Task – Within the entries below, the lines from the one with "Map reading. Extract" through the one with "Task: Describe the" are to be set down exactly, both ends kept.

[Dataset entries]
━━━━━━━━━━━━━━━━━━━━━━━━━━━━━━
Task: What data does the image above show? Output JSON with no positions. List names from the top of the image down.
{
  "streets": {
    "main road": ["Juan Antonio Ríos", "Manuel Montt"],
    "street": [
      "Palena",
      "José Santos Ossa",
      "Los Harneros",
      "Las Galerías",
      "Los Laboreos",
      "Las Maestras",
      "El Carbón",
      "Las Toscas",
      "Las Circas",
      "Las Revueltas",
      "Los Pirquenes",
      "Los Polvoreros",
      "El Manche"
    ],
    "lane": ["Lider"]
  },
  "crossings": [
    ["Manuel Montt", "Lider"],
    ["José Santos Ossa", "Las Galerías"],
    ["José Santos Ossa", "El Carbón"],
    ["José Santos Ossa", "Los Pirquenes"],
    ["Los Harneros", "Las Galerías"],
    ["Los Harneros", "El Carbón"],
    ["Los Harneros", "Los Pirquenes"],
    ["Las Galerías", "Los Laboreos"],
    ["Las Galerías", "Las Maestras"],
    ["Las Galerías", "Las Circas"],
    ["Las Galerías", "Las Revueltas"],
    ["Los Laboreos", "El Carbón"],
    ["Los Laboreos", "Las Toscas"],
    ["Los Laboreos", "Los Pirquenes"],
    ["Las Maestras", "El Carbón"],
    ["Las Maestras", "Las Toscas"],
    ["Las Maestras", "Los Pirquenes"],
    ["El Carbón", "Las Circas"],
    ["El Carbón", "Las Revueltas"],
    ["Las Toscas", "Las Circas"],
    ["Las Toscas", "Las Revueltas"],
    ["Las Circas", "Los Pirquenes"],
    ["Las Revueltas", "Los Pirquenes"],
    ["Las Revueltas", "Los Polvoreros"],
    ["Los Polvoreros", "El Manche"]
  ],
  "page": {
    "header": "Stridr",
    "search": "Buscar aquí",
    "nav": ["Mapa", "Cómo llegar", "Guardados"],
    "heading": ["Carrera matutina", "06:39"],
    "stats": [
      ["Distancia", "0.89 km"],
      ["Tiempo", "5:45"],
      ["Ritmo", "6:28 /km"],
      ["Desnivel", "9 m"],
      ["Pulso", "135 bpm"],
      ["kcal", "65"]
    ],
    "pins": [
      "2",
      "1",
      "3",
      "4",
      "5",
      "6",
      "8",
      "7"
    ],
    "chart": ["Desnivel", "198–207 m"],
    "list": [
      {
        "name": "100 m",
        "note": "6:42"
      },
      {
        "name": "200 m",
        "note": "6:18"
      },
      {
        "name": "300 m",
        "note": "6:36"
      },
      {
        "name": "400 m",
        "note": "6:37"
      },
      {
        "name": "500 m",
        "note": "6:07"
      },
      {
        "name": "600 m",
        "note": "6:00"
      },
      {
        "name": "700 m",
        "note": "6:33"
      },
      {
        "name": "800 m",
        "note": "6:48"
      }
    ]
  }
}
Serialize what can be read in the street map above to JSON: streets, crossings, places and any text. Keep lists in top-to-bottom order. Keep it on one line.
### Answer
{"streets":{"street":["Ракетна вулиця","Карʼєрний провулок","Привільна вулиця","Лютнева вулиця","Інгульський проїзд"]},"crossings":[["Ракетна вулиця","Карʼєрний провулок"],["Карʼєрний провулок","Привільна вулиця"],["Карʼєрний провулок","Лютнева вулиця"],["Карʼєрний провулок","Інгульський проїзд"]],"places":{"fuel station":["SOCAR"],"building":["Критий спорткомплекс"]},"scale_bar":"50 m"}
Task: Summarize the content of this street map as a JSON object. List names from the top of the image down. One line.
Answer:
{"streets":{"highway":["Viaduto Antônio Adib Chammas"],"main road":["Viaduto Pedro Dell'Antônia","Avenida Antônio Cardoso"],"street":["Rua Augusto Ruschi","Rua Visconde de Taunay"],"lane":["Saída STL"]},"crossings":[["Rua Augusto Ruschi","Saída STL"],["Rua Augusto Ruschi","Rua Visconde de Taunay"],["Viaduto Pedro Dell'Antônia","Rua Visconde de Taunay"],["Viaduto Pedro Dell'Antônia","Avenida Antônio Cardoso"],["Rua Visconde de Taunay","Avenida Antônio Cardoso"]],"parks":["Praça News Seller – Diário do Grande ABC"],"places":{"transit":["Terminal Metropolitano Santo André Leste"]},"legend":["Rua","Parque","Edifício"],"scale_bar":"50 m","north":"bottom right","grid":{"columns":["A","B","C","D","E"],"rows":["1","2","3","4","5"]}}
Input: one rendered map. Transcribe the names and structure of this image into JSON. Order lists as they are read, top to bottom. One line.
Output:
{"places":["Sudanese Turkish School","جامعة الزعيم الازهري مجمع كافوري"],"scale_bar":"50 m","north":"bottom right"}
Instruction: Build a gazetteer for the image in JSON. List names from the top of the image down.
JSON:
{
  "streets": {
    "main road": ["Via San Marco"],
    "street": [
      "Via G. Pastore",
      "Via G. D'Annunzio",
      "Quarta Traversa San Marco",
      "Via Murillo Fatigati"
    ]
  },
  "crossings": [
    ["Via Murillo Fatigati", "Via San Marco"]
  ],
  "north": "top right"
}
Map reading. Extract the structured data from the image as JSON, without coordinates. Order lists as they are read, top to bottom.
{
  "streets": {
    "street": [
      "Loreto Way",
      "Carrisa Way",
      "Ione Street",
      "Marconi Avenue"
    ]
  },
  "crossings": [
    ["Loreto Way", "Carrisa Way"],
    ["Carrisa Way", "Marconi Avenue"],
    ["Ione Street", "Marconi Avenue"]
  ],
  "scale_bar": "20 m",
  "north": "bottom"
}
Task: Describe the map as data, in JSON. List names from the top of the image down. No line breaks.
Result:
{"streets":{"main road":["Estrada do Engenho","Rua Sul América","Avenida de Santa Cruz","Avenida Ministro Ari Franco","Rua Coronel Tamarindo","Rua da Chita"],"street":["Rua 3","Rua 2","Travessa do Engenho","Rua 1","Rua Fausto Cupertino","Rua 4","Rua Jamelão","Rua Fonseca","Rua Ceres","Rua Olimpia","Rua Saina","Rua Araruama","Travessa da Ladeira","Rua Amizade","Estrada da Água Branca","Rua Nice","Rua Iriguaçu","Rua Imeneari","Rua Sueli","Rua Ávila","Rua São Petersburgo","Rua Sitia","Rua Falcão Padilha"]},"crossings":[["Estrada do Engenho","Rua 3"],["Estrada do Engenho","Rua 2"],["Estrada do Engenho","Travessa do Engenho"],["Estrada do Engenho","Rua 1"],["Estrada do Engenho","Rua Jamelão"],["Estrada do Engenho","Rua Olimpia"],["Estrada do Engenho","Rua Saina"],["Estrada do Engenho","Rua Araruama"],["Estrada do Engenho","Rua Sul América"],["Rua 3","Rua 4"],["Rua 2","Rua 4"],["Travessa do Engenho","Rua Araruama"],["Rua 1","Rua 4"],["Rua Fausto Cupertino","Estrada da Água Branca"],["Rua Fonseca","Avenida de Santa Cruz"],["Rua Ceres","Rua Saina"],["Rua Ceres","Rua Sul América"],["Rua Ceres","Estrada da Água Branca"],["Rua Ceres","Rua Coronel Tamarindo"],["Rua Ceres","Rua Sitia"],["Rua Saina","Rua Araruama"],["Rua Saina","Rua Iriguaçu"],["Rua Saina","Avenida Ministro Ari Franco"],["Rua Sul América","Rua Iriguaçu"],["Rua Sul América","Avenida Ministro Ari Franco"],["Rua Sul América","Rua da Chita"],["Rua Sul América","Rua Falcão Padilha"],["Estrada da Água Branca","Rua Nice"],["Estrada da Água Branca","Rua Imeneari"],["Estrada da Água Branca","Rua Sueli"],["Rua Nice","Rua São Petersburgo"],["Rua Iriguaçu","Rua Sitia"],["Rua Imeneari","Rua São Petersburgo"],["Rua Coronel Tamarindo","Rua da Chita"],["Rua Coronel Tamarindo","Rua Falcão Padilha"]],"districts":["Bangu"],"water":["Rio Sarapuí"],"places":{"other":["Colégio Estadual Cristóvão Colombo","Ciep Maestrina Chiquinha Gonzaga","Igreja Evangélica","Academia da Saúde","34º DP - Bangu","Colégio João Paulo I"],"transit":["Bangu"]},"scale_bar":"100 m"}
━━━━━━━━━━━━━━━━━━━━━━━━━━━━━━
Solution for this problem –
Map reading. Extract the structured data from the image as JSON, without coordinates. Order lists as they are read, top to bottom.
{
  "streets": {
    "street": [
      "Loreto Way",
      "Carrisa Way",
      "Ione Street",
      "Marconi Avenue"
    ]
  },
  "crossings": [
    ["Loreto Way", "Carrisa Way"],
    ["Carrisa Way", "Marconi Avenue"],
    ["Ione Street", "Marconi Avenue"]
  ],
  "scale_bar": "20 m",
  "north": "bottom"
}
Task: Describe the map as data, in JSON. List names from the top of the image down. No line breaks.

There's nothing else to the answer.